Cal, Jr., Jr.?: Miguel Tejada may be taking his role as the next great Oriole shortstop a bit too seriously. Tejada, who owns the majors’ longest-running consecutive games streak (624 and counting), suffered a strained tibialis anterior in Tuesday’s 15-0 drubbing by the White Sox, which doctors said was likely caused by dehydration. (That’s a muscle running parallel to the shin for all of the laymen out there.) After treatment and rest, Tejada declared himself ready to go for Wednesday: “I will be in the lineup.”
Tejada’s Ripken-esque bravery was helped by a stroke of Gehrig-esque luck, as Wednesday’s game was rained out. At least skipper Lee Mazzilli said that he would pull Tejada if he had to, which is a far cry from Yanks GM Ed Barrow’s move to keep Gehrig going: When the Iron Horse was too sick to get out of bed, Barrow conspired for the game to be called on account of rain. The sky was cloudy, but no rain ever fell.
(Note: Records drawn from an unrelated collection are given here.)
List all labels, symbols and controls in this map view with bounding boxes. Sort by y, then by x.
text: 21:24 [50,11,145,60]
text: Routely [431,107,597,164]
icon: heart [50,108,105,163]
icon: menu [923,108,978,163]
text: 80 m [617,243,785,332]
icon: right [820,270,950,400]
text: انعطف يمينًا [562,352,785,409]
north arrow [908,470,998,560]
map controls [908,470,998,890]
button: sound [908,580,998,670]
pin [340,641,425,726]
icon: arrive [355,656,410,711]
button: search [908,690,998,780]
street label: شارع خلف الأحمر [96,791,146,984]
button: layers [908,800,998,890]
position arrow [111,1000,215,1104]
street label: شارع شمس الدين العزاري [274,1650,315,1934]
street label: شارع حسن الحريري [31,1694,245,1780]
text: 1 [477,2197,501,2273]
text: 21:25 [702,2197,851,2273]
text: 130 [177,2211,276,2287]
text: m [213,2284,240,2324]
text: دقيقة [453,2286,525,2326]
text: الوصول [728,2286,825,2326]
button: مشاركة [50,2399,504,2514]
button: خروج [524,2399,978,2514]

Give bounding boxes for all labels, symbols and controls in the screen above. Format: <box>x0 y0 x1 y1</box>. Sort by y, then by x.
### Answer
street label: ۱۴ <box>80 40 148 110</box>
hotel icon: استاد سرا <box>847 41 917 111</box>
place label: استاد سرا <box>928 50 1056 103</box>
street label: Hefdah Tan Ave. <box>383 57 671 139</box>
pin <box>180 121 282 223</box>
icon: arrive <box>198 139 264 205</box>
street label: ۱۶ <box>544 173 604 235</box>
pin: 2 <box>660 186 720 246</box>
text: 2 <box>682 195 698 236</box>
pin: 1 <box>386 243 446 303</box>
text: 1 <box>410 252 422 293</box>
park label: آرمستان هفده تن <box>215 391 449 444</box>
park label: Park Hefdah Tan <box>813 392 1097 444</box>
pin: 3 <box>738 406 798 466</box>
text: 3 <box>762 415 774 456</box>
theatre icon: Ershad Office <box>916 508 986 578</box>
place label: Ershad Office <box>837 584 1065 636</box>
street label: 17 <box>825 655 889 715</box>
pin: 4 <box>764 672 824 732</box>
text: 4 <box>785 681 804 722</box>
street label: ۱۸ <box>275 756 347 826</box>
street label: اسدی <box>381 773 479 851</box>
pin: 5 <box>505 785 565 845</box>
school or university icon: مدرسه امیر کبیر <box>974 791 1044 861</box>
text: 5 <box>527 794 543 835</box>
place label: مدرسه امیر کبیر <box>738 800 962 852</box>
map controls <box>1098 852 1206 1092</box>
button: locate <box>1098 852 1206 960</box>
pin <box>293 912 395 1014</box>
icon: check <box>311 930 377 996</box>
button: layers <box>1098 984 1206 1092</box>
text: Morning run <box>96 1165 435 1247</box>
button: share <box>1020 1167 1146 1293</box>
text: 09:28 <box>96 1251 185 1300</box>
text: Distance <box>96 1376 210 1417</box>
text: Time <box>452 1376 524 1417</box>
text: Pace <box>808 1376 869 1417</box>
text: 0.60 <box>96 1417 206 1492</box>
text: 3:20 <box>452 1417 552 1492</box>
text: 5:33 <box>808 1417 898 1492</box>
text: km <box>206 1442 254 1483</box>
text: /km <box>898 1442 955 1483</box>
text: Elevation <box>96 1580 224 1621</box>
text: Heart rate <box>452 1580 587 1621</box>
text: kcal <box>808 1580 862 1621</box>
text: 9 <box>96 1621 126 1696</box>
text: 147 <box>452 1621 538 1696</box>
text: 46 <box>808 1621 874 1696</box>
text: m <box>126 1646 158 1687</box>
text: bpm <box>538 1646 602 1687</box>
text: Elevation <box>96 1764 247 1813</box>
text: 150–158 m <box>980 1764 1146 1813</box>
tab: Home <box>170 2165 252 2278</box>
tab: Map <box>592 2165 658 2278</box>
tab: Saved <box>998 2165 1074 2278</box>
To be fair, Tejada said he’s perfectly willing to end the streak if he has to. Two-thousand, six-hundred and thirty-two is a lot to shoot for, but we’re not going to say it’s unattainable. That is, after all, what they said about Gehrig’s streak. Another Hall of Famer’s wisdom might be most appropriate here. When Johnny Bench broke Yogi Berra‘s catcher home run record, Berra wired him that he always thought the record would stand…until it was broken.
In And Out: There must be something in the outfield grass in Camden Yards. Look how dramatically the Orioles’ infield is outperforming their outfield:
Name Pos VORP Melvin Mora 3B 19.0 Miguel Tejada SS 15.3 Javy Lopez C 13.7 Brian Roberts 2B 13.1 Rafael Palmeiro 1B 12.5 Larry Bigbie LF 2.8 Jay Gibbons RF 1.4 Luis Matos CF -5.0
Brian Roberts is doing those things that make baseball traditionalists rave, hitting .300, being short, and stealing bases like mad (at this rate, he’s on pace for 81). But he makes sabermetricians happy, too. That .300 average is complemented by a solid walk rate of around .1 per plate appearance, and those stolen bases aren’t costing his team outs (15 for 17 at last count). If this doubles power that Roberts is showing is no fluke, he’ll be quite an asset. Even the 2003 version had value; this new Roberts would be among the best second basemen in the league.
Which would mean that the position battle with his ninth-best PECOTA comparable, Jerry Hairston, is over. O’s fans should hope that Hairston finds a nice home in a place that isn’t the team’s starting DH position.
- Farm Report: We told you we’d keep an eye on John Maine, but it’s hard because he’s moving through the minors so quickly. After five starts and 28 innings worth of dominance at Double-A-Bowie (2.25 ERA, 34/7 K/BB), Maine has been promoted, and is just one step away from the majors. He’s dominated at every level–his worst ERA was 3.07 in High-A–and if he can handle Triple-A with the same ease, we’ll see him in Baltimore this year. We’re waiting for the almost inevitable bump in the road, but it hasn’t happened yet.
- Ho-Hum: The surprise is not that David Segui is having his knee scoped, but rather that he even made it into May without a trip to the operating table. The O’s can’t wait to get out from under his deal. This guy reminds us of Samuel L. Jackson’s character in Unbreakable.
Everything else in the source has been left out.